Now that I have my footer fixed I want to explore what can be done with CSS to improve the Zen theme. As I mentioned in Pt1. I’m working from the zen theme. If you look in your theme folder you will see there is a “zen.css” – check that to see a number of the styles you can change. Use Firebug to experiment with slight changes to how things are positioned – see Pt.1 for more on Firebug. I prefer using as little space as possible for menus, headers, and the stuff that goes around the real content. This is pretty easily done with simple changes to zen.css.

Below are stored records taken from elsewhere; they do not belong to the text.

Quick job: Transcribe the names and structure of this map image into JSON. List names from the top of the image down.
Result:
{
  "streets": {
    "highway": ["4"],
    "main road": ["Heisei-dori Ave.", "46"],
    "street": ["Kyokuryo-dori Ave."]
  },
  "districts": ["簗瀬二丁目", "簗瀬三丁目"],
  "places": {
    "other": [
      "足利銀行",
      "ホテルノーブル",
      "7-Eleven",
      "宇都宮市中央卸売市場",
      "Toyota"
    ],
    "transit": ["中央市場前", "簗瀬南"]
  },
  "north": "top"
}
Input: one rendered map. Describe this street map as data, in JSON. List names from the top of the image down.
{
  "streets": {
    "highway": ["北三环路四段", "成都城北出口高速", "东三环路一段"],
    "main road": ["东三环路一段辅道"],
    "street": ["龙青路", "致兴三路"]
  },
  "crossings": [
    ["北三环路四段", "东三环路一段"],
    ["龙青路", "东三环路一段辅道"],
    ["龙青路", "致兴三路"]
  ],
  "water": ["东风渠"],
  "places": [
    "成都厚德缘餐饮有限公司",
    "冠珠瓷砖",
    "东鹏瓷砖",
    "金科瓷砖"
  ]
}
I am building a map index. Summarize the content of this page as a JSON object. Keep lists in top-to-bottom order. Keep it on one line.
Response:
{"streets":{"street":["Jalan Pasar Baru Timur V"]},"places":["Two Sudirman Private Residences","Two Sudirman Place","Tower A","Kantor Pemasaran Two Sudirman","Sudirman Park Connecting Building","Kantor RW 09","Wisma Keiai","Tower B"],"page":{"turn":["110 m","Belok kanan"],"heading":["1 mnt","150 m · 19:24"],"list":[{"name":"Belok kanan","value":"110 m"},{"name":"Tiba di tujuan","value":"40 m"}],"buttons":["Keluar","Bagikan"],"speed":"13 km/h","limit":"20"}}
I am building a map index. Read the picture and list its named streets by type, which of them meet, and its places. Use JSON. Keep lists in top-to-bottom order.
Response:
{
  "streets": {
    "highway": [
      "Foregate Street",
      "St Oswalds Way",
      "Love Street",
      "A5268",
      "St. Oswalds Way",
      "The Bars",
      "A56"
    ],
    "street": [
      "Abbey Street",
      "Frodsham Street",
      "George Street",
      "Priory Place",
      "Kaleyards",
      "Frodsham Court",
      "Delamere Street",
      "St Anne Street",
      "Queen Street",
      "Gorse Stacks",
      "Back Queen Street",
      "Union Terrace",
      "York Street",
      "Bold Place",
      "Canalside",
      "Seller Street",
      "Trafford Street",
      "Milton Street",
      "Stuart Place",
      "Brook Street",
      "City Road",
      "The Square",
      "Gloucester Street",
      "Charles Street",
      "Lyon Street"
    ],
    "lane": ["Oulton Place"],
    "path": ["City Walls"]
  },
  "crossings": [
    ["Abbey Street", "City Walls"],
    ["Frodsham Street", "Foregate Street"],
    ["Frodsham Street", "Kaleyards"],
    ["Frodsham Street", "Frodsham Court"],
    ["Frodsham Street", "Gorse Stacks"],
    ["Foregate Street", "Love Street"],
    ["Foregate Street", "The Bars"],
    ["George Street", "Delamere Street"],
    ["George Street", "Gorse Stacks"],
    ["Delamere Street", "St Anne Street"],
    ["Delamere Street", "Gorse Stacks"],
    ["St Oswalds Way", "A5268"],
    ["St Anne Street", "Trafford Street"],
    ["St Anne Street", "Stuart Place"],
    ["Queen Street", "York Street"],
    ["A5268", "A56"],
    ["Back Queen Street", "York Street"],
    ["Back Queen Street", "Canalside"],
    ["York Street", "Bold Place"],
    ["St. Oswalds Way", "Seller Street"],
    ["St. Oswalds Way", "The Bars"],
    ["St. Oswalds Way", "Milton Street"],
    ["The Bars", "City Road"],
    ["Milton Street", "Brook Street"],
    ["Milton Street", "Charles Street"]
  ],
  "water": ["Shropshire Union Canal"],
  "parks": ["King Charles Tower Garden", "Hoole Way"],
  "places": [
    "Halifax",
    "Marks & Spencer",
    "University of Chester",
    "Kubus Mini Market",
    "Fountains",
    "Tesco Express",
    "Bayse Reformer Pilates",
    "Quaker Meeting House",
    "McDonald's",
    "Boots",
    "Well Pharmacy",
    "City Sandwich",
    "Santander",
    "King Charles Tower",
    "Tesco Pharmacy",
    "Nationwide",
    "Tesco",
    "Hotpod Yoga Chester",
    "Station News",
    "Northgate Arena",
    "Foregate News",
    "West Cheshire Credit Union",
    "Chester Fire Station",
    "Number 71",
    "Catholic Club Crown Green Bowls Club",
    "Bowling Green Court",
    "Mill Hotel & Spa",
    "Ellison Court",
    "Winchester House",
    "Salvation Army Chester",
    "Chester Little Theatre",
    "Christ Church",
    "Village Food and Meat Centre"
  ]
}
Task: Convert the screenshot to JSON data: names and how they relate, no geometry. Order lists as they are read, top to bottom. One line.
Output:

After messing around a bit with the CSS this is what I ended up with:

Drupal Theme - Admin Controls

By making changes in zen.css and layout.css (both in my theme’s directory) I have increased the space for my central content by about 15%. I still have a bit of work to do with the right column. I also shrank the header space too and eliminated the display of the text site name by changing it’s display attribute from “inline” to “none”. Making these kinds of changes is simple – just fiddle with the margin and padding settings for the div blocks on the page. Firebug makes this a breeze.

I should also point out that it is probably a good idea to make all your changes to the zen.css file. It seems that Drupal always loads the theme’s style sheet last so anything in this file will over-ride any other css page. By making all your changes in zen.css its easier to know where your changes are in case the original theme author releases a new version and changes things in layout.css.

Next I’m going to change all the colors to match my new logo and explore moving blocks around on the page. What I would like to do is move the search block, the “edit primary links” block, and perhaps a few other things. I guess I’ll do that in “part 3″…I have to do things in trilogies after all…yes that’s a Tolkien joke..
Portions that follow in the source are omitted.